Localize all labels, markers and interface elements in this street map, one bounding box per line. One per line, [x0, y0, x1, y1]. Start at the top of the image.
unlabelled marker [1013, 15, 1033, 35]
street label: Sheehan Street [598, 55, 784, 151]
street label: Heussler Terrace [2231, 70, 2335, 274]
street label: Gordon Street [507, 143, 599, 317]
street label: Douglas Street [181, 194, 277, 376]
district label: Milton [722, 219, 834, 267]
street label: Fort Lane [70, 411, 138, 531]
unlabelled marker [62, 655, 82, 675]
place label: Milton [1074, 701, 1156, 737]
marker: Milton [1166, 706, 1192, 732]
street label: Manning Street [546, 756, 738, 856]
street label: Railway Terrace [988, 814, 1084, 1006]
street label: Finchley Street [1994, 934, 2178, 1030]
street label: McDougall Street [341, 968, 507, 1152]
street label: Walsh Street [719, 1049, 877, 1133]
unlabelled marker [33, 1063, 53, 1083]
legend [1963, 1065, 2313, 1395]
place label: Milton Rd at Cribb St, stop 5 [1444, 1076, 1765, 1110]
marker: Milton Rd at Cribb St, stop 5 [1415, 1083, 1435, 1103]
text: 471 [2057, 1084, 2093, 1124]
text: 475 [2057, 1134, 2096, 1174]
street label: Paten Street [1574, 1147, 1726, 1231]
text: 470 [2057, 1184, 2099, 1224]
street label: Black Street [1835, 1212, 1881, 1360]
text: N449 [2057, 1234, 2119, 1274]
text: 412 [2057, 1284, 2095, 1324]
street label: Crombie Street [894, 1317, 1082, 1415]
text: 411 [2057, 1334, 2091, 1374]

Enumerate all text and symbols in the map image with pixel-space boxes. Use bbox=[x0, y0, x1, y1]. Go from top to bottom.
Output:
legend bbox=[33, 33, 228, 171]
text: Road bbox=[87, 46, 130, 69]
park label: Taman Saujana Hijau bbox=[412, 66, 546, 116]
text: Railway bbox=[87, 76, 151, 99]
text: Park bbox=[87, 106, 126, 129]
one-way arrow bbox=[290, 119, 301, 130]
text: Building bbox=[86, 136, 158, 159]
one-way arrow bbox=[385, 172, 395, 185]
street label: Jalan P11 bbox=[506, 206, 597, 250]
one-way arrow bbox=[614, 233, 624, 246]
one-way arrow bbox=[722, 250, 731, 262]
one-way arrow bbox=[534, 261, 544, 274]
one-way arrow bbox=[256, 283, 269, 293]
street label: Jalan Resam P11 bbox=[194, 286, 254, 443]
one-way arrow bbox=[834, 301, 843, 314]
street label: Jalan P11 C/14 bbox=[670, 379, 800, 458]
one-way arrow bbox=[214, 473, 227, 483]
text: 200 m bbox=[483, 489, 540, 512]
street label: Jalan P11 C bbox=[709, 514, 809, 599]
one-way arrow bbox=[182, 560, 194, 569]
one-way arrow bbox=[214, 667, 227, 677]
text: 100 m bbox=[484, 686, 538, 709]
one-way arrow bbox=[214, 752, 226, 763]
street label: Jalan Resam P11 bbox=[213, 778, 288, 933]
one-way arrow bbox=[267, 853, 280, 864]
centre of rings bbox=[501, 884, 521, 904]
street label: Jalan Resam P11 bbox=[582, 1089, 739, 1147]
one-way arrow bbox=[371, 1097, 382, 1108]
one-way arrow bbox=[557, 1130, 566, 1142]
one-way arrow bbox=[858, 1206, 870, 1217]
........
### WORK REQUIRED
Some lines above contain the word "Terrace". Copy each of them.

### EXERCISE ANSWER
street label: Heussler Terrace [2231, 70, 2335, 274]
street label: Railway Terrace [988, 814, 1084, 1006]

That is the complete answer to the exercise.